*Brief*
Each line in the entries that has the word "direction" has to be copied.

*Records for processing*
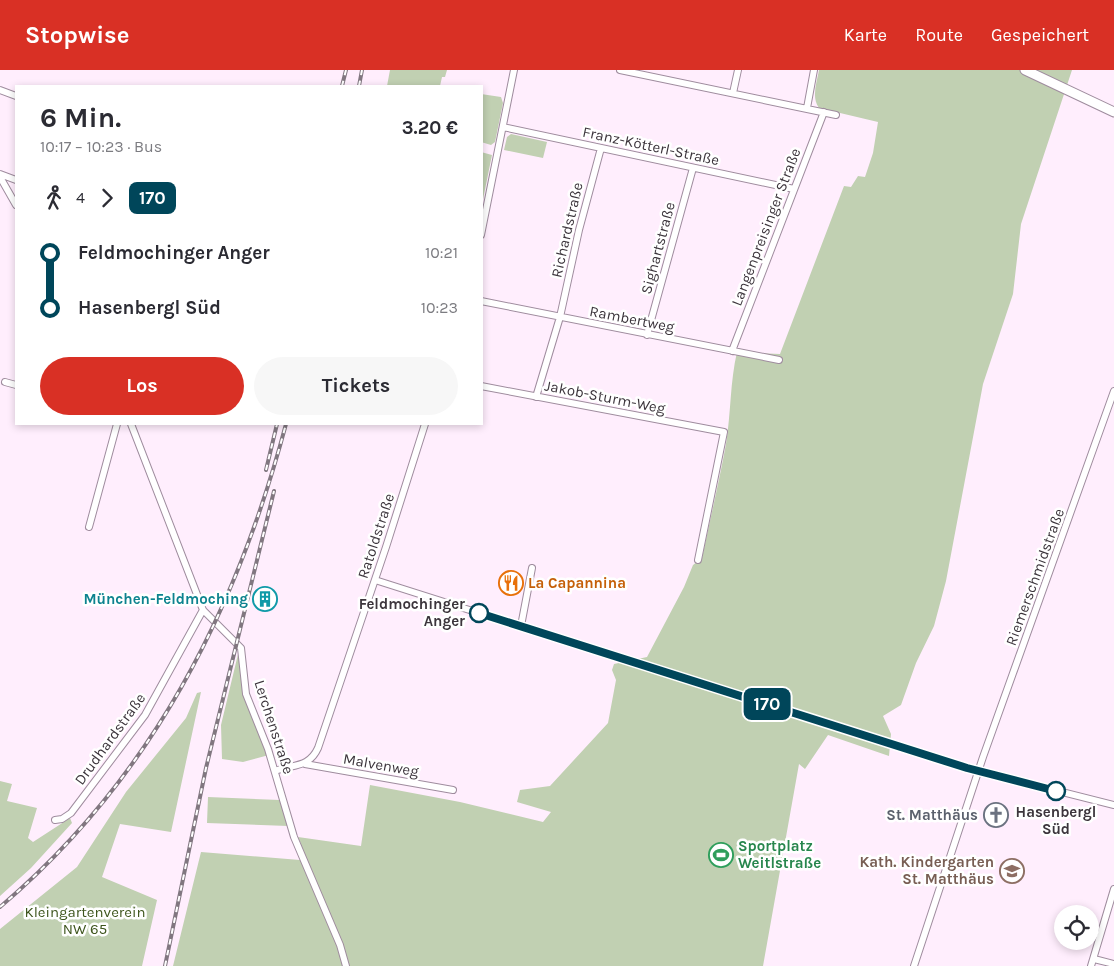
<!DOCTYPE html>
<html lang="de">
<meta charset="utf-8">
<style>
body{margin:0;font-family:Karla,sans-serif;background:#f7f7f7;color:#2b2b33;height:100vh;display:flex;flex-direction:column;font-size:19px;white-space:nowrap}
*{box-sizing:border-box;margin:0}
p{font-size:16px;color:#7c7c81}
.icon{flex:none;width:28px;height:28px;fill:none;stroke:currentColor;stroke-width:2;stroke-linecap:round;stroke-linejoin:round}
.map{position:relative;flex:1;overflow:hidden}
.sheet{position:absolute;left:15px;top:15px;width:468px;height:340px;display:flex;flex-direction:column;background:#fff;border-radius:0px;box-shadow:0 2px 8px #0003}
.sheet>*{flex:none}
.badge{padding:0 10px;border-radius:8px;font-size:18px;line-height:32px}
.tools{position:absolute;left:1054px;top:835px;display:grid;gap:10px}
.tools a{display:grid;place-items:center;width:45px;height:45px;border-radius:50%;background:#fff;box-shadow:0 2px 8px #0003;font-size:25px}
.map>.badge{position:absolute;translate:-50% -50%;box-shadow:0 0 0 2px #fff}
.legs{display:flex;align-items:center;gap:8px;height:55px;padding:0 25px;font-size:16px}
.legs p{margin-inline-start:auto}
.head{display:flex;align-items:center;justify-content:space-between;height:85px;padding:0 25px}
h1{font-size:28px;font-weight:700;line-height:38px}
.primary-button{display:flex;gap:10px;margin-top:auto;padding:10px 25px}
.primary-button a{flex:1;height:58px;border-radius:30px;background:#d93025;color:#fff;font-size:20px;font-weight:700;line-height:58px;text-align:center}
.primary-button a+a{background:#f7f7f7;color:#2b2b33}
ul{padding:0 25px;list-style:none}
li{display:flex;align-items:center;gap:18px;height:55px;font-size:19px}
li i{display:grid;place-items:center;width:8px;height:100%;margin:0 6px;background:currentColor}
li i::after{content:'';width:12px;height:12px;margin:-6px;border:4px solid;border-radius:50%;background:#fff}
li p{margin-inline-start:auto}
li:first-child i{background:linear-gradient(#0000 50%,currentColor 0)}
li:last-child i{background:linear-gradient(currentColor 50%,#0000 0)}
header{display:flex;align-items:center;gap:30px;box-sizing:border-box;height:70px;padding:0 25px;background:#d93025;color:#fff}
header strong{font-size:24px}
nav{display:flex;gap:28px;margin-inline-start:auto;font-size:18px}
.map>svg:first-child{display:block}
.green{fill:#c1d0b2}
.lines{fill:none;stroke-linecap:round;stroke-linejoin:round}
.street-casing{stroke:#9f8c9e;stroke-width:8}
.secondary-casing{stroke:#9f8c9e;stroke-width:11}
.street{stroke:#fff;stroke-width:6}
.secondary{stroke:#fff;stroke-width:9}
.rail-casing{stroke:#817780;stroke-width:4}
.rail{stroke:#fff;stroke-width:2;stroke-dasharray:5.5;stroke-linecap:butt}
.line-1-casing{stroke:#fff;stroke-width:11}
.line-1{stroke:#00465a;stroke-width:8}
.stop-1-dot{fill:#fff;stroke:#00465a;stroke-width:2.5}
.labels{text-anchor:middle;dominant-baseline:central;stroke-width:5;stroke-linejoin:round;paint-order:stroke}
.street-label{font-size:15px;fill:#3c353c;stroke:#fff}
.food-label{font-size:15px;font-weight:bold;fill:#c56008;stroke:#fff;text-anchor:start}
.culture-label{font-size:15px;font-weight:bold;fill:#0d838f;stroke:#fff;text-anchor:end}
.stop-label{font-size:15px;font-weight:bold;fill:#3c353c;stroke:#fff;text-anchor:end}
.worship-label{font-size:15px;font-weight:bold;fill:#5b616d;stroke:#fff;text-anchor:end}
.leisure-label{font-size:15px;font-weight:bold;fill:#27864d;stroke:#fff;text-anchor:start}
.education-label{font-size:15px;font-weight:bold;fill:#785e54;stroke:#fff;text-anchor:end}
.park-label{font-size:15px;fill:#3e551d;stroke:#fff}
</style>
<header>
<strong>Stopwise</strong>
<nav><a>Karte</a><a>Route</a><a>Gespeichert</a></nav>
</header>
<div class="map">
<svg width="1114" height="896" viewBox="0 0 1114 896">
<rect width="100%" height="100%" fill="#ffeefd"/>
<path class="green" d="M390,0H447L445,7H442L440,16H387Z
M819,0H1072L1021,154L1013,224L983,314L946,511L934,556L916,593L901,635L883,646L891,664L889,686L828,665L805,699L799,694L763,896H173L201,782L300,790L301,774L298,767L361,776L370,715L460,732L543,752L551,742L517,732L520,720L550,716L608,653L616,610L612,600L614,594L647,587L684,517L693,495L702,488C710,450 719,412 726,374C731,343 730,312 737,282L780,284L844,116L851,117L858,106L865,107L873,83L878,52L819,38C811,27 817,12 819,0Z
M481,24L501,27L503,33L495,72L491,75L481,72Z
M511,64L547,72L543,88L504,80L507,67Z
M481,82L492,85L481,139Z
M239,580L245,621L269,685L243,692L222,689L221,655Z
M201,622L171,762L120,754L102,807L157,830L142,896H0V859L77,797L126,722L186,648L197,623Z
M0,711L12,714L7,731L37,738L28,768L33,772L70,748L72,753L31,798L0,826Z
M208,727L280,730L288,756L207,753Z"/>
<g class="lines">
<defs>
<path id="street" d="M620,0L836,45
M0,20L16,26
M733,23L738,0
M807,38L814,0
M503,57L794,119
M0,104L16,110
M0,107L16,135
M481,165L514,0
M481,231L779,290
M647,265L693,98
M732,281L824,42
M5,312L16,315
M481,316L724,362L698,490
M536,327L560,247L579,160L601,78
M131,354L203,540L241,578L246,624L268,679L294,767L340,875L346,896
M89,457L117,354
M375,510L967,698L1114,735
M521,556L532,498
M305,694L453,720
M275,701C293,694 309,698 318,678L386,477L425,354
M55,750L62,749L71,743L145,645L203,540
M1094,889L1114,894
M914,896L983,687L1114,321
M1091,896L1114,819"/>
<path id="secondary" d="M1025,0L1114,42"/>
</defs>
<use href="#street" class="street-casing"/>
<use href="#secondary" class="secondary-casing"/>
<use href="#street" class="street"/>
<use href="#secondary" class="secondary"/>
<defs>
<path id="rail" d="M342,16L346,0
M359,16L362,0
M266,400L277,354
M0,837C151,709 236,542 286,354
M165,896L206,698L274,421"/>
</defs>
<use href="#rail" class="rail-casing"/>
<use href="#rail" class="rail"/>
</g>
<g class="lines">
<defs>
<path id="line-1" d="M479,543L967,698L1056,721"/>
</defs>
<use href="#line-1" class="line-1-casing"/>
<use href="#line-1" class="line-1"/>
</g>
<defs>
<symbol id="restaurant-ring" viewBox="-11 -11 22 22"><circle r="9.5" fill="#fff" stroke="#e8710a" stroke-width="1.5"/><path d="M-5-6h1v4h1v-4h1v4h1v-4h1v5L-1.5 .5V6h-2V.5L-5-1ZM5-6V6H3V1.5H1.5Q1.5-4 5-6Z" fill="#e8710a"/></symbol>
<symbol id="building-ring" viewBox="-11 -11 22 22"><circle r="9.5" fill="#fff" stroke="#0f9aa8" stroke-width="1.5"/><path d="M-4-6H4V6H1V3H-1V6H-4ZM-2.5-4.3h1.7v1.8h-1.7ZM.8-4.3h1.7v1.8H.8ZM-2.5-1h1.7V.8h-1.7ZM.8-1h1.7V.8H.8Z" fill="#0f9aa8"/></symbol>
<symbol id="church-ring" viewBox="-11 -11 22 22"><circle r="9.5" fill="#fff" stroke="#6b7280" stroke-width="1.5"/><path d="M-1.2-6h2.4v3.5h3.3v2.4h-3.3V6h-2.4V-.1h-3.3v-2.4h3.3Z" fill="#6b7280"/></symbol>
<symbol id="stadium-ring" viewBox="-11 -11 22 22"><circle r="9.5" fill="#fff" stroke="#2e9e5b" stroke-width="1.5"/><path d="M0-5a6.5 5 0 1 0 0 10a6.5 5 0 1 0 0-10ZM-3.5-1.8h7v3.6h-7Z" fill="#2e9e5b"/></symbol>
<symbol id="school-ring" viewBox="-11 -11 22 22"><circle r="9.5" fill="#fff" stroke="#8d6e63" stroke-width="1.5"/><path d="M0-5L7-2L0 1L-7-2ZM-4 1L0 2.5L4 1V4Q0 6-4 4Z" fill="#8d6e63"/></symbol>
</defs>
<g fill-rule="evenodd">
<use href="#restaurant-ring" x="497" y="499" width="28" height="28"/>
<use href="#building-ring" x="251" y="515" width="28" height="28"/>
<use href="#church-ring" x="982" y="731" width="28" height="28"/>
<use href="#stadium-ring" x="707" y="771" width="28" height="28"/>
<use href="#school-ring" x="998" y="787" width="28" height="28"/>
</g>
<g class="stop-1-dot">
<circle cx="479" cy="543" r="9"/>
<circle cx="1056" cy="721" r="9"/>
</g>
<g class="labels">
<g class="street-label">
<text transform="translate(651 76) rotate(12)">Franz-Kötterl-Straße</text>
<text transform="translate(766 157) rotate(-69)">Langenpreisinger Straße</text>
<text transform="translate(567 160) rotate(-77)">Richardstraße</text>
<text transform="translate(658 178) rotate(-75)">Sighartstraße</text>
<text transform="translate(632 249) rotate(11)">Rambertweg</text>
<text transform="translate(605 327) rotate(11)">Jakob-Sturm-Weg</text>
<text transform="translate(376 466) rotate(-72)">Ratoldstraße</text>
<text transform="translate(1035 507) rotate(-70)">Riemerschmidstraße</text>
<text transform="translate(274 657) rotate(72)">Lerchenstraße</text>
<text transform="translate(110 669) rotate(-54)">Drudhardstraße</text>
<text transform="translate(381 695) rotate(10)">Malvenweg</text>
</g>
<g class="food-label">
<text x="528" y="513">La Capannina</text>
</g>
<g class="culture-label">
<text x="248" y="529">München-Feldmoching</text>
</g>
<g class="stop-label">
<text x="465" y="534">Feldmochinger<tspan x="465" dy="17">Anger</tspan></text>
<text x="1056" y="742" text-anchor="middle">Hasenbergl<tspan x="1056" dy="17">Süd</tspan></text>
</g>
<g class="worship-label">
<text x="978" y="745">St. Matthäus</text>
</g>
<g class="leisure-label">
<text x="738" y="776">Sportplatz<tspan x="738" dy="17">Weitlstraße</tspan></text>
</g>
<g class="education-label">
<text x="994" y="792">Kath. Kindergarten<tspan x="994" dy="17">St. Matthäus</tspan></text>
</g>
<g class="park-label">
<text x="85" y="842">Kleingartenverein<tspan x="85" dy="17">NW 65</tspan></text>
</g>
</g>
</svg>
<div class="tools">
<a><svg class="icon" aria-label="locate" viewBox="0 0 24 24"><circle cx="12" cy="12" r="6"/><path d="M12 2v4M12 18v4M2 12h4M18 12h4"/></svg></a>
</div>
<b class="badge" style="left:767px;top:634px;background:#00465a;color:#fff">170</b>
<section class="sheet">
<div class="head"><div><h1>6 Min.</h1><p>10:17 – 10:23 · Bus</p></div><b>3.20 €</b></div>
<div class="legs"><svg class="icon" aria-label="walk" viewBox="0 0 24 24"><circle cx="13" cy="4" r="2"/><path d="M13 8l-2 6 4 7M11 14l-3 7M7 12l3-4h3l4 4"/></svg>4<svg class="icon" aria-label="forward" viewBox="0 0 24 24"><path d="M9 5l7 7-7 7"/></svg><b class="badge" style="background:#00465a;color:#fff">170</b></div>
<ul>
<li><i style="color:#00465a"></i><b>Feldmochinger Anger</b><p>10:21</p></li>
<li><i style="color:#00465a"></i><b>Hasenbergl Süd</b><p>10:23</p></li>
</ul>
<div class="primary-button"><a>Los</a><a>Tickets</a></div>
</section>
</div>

* * *

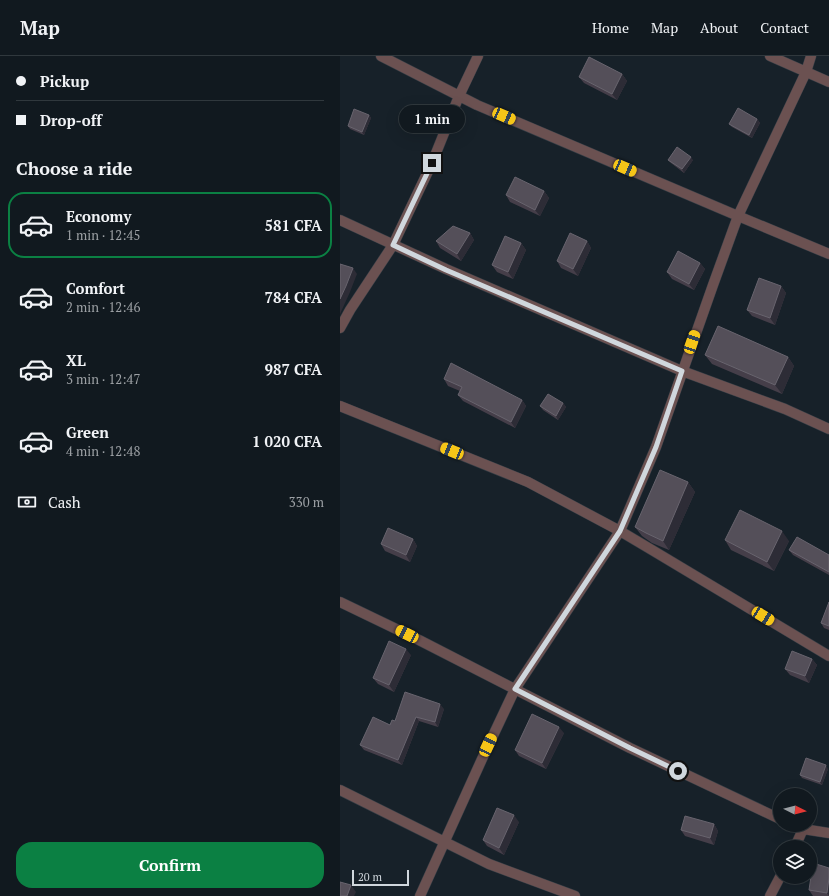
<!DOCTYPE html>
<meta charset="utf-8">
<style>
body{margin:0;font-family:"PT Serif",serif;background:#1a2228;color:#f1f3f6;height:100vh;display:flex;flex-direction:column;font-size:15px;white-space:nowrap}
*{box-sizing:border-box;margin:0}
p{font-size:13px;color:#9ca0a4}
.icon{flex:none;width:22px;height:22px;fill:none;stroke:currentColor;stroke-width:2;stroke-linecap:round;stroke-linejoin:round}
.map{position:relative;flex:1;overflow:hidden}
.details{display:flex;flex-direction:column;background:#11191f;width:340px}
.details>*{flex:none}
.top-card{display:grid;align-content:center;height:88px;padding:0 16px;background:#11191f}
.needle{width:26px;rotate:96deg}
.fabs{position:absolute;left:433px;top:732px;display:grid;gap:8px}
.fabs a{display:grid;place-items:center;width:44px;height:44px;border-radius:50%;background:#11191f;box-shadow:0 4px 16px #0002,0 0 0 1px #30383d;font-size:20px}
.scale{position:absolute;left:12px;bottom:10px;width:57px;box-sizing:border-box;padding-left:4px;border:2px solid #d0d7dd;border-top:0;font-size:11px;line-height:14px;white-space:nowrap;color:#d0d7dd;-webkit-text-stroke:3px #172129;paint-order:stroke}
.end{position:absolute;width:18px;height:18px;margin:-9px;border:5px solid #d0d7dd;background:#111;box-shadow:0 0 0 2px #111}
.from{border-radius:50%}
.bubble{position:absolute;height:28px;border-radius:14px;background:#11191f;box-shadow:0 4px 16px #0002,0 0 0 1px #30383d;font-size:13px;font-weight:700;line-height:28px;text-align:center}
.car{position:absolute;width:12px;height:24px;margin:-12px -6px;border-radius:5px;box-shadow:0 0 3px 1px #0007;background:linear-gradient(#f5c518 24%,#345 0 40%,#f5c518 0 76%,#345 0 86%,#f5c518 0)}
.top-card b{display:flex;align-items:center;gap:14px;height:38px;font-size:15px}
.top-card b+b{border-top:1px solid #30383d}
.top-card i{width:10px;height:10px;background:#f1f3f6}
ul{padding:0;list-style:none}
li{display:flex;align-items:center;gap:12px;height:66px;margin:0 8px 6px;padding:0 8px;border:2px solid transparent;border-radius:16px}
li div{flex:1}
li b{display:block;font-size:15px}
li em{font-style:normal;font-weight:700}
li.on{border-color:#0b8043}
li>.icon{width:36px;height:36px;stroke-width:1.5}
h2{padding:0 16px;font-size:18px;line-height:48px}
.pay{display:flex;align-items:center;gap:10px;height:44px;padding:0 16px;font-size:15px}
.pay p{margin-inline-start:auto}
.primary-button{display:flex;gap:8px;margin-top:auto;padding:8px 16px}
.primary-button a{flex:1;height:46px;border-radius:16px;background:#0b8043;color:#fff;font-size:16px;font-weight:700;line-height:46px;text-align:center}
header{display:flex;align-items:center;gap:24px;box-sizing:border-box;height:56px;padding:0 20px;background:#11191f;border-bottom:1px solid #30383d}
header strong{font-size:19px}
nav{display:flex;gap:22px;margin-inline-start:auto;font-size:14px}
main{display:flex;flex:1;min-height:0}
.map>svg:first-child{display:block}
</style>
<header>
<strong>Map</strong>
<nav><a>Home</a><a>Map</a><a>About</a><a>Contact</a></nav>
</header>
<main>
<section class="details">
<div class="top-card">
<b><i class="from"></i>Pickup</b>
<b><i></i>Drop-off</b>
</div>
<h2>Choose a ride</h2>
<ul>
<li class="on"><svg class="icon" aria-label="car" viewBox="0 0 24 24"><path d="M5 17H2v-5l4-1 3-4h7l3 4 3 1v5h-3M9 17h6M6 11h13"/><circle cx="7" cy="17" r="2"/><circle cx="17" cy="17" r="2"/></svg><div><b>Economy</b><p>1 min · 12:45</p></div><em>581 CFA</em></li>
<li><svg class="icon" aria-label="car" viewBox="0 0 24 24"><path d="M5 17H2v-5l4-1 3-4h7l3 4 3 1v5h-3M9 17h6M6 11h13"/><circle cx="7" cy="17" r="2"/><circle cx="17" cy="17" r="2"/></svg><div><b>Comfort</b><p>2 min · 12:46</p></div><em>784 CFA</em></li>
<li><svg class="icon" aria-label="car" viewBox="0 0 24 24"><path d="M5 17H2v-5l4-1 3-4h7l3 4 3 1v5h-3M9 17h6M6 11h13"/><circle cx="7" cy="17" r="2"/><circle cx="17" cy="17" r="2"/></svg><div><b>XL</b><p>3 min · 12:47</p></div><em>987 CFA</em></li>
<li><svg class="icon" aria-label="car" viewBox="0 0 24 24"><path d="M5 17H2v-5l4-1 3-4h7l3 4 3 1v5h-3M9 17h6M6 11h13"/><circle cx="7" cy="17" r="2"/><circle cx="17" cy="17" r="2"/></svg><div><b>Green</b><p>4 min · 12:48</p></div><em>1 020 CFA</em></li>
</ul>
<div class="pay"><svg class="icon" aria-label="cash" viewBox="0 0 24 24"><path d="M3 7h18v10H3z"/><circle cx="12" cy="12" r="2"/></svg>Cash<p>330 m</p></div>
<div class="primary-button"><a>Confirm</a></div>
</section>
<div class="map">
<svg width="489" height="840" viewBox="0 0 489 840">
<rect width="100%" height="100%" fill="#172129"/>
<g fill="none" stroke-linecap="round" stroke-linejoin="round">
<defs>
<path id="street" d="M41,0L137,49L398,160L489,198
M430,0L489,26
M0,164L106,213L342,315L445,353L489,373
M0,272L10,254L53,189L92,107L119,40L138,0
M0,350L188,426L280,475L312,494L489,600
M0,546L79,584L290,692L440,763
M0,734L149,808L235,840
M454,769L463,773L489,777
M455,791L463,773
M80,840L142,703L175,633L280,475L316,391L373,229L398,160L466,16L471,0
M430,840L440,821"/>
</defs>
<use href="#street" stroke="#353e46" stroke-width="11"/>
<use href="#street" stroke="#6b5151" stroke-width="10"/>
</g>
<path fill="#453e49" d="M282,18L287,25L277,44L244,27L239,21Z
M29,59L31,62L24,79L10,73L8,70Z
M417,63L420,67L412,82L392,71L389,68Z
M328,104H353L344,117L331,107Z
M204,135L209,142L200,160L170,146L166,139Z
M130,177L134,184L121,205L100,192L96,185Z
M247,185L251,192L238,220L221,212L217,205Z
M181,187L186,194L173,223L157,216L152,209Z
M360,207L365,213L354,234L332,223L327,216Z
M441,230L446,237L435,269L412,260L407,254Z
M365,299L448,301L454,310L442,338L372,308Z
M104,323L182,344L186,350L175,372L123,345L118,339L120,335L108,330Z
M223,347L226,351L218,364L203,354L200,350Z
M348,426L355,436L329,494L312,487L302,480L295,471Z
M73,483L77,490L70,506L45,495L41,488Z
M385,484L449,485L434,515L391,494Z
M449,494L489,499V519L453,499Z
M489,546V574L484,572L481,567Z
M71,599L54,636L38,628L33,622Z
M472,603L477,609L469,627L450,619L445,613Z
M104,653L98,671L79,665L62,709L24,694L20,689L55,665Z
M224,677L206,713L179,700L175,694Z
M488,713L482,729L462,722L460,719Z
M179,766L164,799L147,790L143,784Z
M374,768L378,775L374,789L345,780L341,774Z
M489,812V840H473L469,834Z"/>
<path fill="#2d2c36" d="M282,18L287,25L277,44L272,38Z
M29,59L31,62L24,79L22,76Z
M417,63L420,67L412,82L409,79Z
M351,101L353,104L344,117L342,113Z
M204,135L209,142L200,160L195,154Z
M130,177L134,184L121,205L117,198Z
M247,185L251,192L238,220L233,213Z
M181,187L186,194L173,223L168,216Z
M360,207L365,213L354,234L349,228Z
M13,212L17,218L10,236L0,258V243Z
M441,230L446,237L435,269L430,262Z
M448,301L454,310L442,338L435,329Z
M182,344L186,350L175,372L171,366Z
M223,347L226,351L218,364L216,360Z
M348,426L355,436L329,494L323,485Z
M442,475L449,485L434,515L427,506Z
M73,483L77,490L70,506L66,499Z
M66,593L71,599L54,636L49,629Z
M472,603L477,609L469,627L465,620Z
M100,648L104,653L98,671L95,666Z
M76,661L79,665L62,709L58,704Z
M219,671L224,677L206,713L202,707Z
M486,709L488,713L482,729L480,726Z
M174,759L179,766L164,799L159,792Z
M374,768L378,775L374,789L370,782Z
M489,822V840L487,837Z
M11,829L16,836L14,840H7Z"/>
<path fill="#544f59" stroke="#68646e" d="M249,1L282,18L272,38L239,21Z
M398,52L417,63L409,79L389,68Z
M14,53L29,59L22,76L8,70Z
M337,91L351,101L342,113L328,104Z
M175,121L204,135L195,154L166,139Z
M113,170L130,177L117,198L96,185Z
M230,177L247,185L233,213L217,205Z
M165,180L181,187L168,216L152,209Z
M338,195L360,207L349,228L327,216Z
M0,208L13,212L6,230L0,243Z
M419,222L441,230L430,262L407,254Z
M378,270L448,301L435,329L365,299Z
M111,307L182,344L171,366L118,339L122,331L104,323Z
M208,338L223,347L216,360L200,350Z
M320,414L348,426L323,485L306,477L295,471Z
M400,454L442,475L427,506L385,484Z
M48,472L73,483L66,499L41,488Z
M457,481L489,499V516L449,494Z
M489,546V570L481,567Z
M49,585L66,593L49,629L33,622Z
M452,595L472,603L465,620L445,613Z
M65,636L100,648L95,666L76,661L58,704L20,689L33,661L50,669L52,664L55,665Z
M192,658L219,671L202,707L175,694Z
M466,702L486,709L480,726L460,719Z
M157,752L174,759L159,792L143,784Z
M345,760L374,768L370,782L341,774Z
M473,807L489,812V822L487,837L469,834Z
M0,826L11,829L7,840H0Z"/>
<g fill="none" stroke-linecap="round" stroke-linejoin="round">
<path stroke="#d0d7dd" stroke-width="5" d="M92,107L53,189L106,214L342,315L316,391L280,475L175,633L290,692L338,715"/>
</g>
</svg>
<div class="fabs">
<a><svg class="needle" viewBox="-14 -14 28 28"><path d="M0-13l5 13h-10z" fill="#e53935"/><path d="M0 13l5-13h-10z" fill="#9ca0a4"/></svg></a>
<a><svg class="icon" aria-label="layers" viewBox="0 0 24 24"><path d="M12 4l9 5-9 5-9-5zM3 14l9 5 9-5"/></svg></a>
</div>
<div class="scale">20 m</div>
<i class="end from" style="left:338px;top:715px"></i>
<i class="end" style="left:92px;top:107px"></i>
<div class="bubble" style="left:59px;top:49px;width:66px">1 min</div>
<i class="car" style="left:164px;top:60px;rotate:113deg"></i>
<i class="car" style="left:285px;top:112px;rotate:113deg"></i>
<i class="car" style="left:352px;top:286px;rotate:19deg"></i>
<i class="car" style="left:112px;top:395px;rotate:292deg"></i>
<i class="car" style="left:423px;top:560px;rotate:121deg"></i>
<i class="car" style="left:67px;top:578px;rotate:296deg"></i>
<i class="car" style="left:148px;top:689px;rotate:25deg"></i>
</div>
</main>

*Written reply*
body{margin:0;font-family:Karla,sans-serif;background:#f7f7f7;color:#2b2b33;height:100vh;display:flex;flex-direction:column;font-size:19px;white-space:nowrap}
.sheet{position:absolute;left:15px;top:15px;width:468px;height:340px;display:flex;flex-direction:column;background:#fff;border-radius:0px;box-shadow:0 2px 8px #0003}
body{margin:0;font-family:"PT Serif",serif;background:#1a2228;color:#f1f3f6;height:100vh;display:flex;flex-direction:column;font-size:15px;white-space:nowrap}
.details{display:flex;flex-direction:column;background:#11191f;width:340px}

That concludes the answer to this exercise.